=== Begin Enclosure ===
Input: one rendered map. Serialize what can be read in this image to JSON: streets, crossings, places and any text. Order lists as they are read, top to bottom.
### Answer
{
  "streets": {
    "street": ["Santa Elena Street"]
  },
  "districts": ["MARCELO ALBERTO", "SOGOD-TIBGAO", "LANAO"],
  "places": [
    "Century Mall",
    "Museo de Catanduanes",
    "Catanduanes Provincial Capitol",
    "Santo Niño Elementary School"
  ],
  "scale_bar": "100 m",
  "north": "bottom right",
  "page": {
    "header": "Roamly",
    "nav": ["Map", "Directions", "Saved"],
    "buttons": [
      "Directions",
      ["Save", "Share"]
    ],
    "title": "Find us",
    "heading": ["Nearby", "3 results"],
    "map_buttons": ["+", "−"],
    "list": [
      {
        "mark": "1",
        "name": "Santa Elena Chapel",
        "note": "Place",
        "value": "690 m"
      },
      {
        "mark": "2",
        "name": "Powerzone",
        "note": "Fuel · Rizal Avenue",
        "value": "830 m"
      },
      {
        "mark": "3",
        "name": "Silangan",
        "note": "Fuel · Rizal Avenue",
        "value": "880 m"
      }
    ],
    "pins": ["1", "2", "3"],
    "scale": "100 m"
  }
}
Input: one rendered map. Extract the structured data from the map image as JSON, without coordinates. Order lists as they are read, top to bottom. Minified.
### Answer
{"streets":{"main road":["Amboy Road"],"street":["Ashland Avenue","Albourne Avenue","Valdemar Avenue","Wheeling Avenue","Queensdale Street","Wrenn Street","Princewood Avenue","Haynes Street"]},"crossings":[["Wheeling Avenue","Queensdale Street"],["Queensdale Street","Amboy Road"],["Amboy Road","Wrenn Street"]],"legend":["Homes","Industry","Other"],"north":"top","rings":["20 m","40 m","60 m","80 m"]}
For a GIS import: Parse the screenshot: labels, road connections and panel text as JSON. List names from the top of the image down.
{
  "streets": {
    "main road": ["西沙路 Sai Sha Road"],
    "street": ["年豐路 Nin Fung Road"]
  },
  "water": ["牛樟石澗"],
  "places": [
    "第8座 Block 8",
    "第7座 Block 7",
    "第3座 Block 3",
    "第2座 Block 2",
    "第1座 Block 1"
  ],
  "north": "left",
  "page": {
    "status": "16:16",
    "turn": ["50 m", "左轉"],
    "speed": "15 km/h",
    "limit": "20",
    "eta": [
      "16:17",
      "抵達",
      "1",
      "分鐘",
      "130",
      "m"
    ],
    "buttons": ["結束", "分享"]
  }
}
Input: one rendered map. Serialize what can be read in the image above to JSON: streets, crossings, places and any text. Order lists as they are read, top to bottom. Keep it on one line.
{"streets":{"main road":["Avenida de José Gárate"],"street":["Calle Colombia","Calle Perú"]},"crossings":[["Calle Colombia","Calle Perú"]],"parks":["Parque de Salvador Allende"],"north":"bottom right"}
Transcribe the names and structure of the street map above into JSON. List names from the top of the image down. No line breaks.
=== End Enclosure ===
Task description – Retype the records in their entirety, matching each one exactly.

Result of the exercise –
Input: one rendered map. Serialize what can be read in this image to JSON: streets, crossings, places and any text. Order lists as they are read, top to bottom.
### Answer
{
  "streets": {
    "street": ["Santa Elena Street"]
  },
  "districts": ["MARCELO ALBERTO", "SOGOD-TIBGAO", "LANAO"],
  "places": [
    "Century Mall",
    "Museo de Catanduanes",
    "Catanduanes Provincial Capitol",
    "Santo Niño Elementary School"
  ],
  "scale_bar": "100 m",
  "north": "bottom right",
  "page": {
    "header": "Roamly",
    "nav": ["Map", "Directions", "Saved"],
    "buttons": [
      "Directions",
      ["Save", "Share"]
    ],
    "title": "Find us",
    "heading": ["Nearby", "3 results"],
    "map_buttons": ["+", "−"],
    "list": [
      {
        "mark": "1",
        "name": "Santa Elena Chapel",
        "note": "Place",
        "value": "690 m"
      },
      {
        "mark": "2",
        "name": "Powerzone",
        "note": "Fuel · Rizal Avenue",
        "value": "830 m"
      },
      {
        "mark": "3",
        "name": "Silangan",
        "note": "Fuel · Rizal Avenue",
        "value": "880 m"
      }
    ],
    "pins": ["1", "2", "3"],
    "scale": "100 m"
  }
}
Input: one rendered map. Extract the structured data from the map image as JSON, without coordinates. Order lists as they are read, top to bottom. Minified.
### Answer
{"streets":{"main road":["Amboy Road"],"street":["Ashland Avenue","Albourne Avenue","Valdemar Avenue","Wheeling Avenue","Queensdale Street","Wrenn Street","Princewood Avenue","Haynes Street"]},"crossings":[["Wheeling Avenue","Queensdale Street"],["Queensdale Street","Amboy Road"],["Amboy Road","Wrenn Street"]],"legend":["Homes","Industry","Other"],"north":"top","rings":["20 m","40 m","60 m","80 m"]}
For a GIS import: Parse the screenshot: labels, road connections and panel text as JSON. List names from the top of the image down.
{
  "streets": {
    "main road": ["西沙路 Sai Sha Road"],
    "street": ["年豐路 Nin Fung Road"]
  },
  "water": ["牛樟石澗"],
  "places": [
    "第8座 Block 8",
    "第7座 Block 7",
    "第3座 Block 3",
    "第2座 Block 2",
    "第1座 Block 1"
  ],
  "north": "left",
  "page": {
    "status": "16:16",
    "turn": ["50 m", "左轉"],
    "speed": "15 km/h",
    "limit": "20",
    "eta": [
      "16:17",
      "抵達",
      "1",
      "分鐘",
      "130",
      "m"
    ],
    "buttons": ["結束", "分享"]
  }
}
Input: one rendered map. Serialize what can be read in the image above to JSON: streets, crossings, places and any text. Order lists as they are read, top to bottom. Keep it on one line.
{"streets":{"main road":["Avenida de José Gárate"],"street":["Calle Colombia","Calle Perú"]},"crossings":[["Calle Colombia","Calle Perú"]],"parks":["Parque de Salvador Allende"],"north":"bottom right"}
Transcribe the names and structure of the street map above into JSON. List names from the top of the image down. No line breaks.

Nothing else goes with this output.